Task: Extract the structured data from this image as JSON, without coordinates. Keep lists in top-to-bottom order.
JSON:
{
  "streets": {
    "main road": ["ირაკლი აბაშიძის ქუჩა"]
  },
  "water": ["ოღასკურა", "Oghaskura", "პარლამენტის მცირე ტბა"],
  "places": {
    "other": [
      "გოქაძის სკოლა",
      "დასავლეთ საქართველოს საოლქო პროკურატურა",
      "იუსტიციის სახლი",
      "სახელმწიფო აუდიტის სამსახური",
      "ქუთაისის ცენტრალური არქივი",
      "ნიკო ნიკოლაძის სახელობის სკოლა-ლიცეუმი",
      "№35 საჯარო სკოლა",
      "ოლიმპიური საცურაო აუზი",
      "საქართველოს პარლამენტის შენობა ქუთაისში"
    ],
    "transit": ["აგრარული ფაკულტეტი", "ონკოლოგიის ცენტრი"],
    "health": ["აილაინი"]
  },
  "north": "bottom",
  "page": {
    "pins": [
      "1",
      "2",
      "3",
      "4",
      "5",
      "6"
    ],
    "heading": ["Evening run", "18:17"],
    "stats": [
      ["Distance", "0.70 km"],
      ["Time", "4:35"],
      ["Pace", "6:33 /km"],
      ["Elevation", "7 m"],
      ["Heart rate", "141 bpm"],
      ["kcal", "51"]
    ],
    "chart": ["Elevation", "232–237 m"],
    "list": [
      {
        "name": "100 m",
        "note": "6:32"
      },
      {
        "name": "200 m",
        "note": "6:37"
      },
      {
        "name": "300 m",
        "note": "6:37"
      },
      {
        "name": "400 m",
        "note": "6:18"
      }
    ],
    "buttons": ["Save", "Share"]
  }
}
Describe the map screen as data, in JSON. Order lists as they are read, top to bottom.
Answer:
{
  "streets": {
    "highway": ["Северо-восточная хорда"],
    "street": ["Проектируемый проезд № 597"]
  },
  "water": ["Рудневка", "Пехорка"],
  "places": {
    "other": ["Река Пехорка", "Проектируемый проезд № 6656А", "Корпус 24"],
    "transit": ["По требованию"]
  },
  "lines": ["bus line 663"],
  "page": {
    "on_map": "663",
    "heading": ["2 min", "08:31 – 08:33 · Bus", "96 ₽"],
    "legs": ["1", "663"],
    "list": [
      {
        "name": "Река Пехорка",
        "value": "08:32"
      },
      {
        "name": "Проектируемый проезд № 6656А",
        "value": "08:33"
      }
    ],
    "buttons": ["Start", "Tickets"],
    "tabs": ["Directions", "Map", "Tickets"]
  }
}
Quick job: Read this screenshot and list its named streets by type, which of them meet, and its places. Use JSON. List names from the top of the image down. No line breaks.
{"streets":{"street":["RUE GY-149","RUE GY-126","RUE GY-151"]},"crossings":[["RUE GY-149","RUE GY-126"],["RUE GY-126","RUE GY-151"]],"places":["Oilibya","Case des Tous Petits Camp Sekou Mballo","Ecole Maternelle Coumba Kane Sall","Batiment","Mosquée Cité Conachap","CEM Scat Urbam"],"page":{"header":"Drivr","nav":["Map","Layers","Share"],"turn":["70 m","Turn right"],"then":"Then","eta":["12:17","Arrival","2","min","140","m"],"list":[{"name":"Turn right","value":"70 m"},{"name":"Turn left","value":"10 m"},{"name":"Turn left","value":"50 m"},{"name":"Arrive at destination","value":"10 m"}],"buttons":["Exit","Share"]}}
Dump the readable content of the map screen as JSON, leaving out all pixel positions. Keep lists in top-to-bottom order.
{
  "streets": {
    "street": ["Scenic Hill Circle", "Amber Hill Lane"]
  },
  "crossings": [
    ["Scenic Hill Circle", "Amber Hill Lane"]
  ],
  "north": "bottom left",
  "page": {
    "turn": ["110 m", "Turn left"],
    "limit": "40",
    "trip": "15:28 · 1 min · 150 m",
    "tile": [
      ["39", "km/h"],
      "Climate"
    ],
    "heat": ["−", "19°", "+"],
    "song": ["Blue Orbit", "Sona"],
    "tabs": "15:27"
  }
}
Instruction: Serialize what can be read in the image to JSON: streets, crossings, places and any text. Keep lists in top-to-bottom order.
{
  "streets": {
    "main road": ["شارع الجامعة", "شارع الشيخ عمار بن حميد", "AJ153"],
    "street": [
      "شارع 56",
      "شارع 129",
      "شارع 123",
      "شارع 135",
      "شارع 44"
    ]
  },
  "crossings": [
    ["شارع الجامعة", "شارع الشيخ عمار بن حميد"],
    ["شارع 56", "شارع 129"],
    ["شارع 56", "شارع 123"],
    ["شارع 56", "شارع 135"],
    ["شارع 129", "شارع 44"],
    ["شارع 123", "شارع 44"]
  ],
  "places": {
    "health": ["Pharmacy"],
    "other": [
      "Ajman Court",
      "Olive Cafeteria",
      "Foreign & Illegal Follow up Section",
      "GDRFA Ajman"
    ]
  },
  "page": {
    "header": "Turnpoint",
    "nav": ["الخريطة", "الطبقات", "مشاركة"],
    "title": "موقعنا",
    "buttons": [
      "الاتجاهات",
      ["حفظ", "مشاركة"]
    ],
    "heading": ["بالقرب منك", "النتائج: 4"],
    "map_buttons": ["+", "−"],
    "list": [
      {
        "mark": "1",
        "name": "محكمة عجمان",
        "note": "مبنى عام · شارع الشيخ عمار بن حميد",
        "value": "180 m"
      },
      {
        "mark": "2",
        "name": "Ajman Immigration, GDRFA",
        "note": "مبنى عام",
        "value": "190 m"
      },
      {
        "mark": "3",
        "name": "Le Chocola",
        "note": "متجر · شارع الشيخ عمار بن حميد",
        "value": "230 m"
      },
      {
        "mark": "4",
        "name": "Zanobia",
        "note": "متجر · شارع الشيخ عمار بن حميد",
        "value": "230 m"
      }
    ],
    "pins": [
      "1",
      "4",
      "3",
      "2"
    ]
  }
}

▬▬▬▬▬▬▬▬▬▬

The entire listing is to be retyped exactly.

Task: Extract the structured data from this image as JSON, without coordinates. Keep lists in top-to-bottom order.
JSON:
{
  "streets": {
    "main road": ["ირაკლი აბაშიძის ქუჩა"]
  },
  "water": ["ოღასკურა", "Oghaskura", "პარლამენტის მცირე ტბა"],
  "places": {
    "other": [
      "გოქაძის სკოლა",
      "დასავლეთ საქართველოს საოლქო პროკურატურა",
      "იუსტიციის სახლი",
      "სახელმწიფო აუდიტის სამსახური",
      "ქუთაისის ცენტრალური არქივი",
      "ნიკო ნიკოლაძის სახელობის სკოლა-ლიცეუმი",
      "№35 საჯარო სკოლა",
      "ოლიმპიური საცურაო აუზი",
      "საქართველოს პარლამენტის შენობა ქუთაისში"
    ],
    "transit": ["აგრარული ფაკულტეტი", "ონკოლოგიის ცენტრი"],
    "health": ["აილაინი"]
  },
  "north": "bottom",
  "page": {
    "pins": [
      "1",
      "2",
      "3",
      "4",
      "5",
      "6"
    ],
    "heading": ["Evening run", "18:17"],
    "stats": [
      ["Distance", "0.70 km"],
      ["Time", "4:35"],
      ["Pace", "6:33 /km"],
      ["Elevation", "7 m"],
      ["Heart rate", "141 bpm"],
      ["kcal", "51"]
    ],
    "chart": ["Elevation", "232–237 m"],
    "list": [
      {
        "name": "100 m",
        "note": "6:32"
      },
      {
        "name": "200 m",
        "note": "6:37"
      },
      {
        "name": "300 m",
        "note": "6:37"
      },
      {
        "name": "400 m",
        "note": "6:18"
      }
    ],
    "buttons": ["Save", "Share"]
  }
}
Describe the map screen as data, in JSON. Order lists as they are read, top to bottom.
Answer:
{
  "streets": {
    "highway": ["Северо-восточная хорда"],
    "street": ["Проектируемый проезд № 597"]
  },
  "water": ["Рудневка", "Пехорка"],
  "places": {
    "other": ["Река Пехорка", "Проектируемый проезд № 6656А", "Корпус 24"],
    "transit": ["По требованию"]
  },
  "lines": ["bus line 663"],
  "page": {
    "on_map": "663",
    "heading": ["2 min", "08:31 – 08:33 · Bus", "96 ₽"],
    "legs": ["1", "663"],
    "list": [
      {
        "name": "Река Пехорка",
        "value": "08:32"
      },
      {
        "name": "Проектируемый проезд № 6656А",
        "value": "08:33"
      }
    ],
    "buttons": ["Start", "Tickets"],
    "tabs": ["Directions", "Map", "Tickets"]
  }
}
Quick job: Read this screenshot and list its named streets by type, which of them meet, and its places. Use JSON. List names from the top of the image down. No line breaks.
{"streets":{"street":["RUE GY-149","RUE GY-126","RUE GY-151"]},"crossings":[["RUE GY-149","RUE GY-126"],["RUE GY-126","RUE GY-151"]],"places":["Oilibya","Case des Tous Petits Camp Sekou Mballo","Ecole Maternelle Coumba Kane Sall","Batiment","Mosquée Cité Conachap","CEM Scat Urbam"],"page":{"header":"Drivr","nav":["Map","Layers","Share"],"turn":["70 m","Turn right"],"then":"Then","eta":["12:17","Arrival","2","min","140","m"],"list":[{"name":"Turn right","value":"70 m"},{"name":"Turn left","value":"10 m"},{"name":"Turn left","value":"50 m"},{"name":"Arrive at destination","value":"10 m"}],"buttons":["Exit","Share"]}}
Dump the readable content of the map screen as JSON, leaving out all pixel positions. Keep lists in top-to-bottom order.
{
  "streets": {
    "street": ["Scenic Hill Circle", "Amber Hill Lane"]
  },
  "crossings": [
    ["Scenic Hill Circle", "Amber Hill Lane"]
  ],
  "north": "bottom left",
  "page": {
    "turn": ["110 m", "Turn left"],
    "limit": "40",
    "trip": "15:28 · 1 min · 150 m",
    "tile": [
      ["39", "km/h"],
      "Climate"
    ],
    "heat": ["−", "19°", "+"],
    "song": ["Blue Orbit", "Sona"],
    "tabs": "15:27"
  }
}
Instruction: Serialize what can be read in the image to JSON: streets, crossings, places and any text. Keep lists in top-to-bottom order.
{
  "streets": {
    "main road": ["شارع الجامعة", "شارع الشيخ عمار بن حميد", "AJ153"],
    "street": [
      "شارع 56",
      "شارع 129",
      "شارع 123",
      "شارع 135",
      "شارع 44"
    ]
  },
  "crossings": [
    ["شارع الجامعة", "شارع الشيخ عمار بن حميد"],
    ["شارع 56", "شارع 129"],
    ["شارع 56", "شارع 123"],
    ["شارع 56", "شارع 135"],
    ["شارع 129", "شارع 44"],
    ["شارع 123", "شارع 44"]
  ],
  "places": {
    "health": ["Pharmacy"],
    "other": [
      "Ajman Court",
      "Olive Cafeteria",
      "Foreign & Illegal Follow up Section",
      "GDRFA Ajman"
    ]
  },
  "page": {
    "header": "Turnpoint",
    "nav": ["الخريطة", "الطبقات", "مشاركة"],
    "title": "موقعنا",
    "buttons": [
      "الاتجاهات",
      ["حفظ", "مشاركة"]
    ],
    "heading": ["بالقرب منك", "النتائج: 4"],
    "map_buttons": ["+", "−"],
    "list": [
      {
        "mark": "1",
        "name": "محكمة عجمان",
        "note": "مبنى عام · شارع الشيخ عمار بن حميد",
        "value": "180 m"
      },
      {
        "mark": "2",
        "name": "Ajman Immigration, GDRFA",
        "note": "مبنى عام",
        "value": "190 m"
      },
      {
        "mark": "3",
        "name": "Le Chocola",
        "note": "متجر · شارع الشيخ عمار بن حميد",
        "value": "230 m"
      },
      {
        "mark": "4",
        "name": "Zanobia",
        "note": "متجر · شارع الشيخ عمار بن حميد",
        "value": "230 m"
      }
    ],
    "pins": [
      "1",
      "4",
      "3",
      "2"
    ]
  }
}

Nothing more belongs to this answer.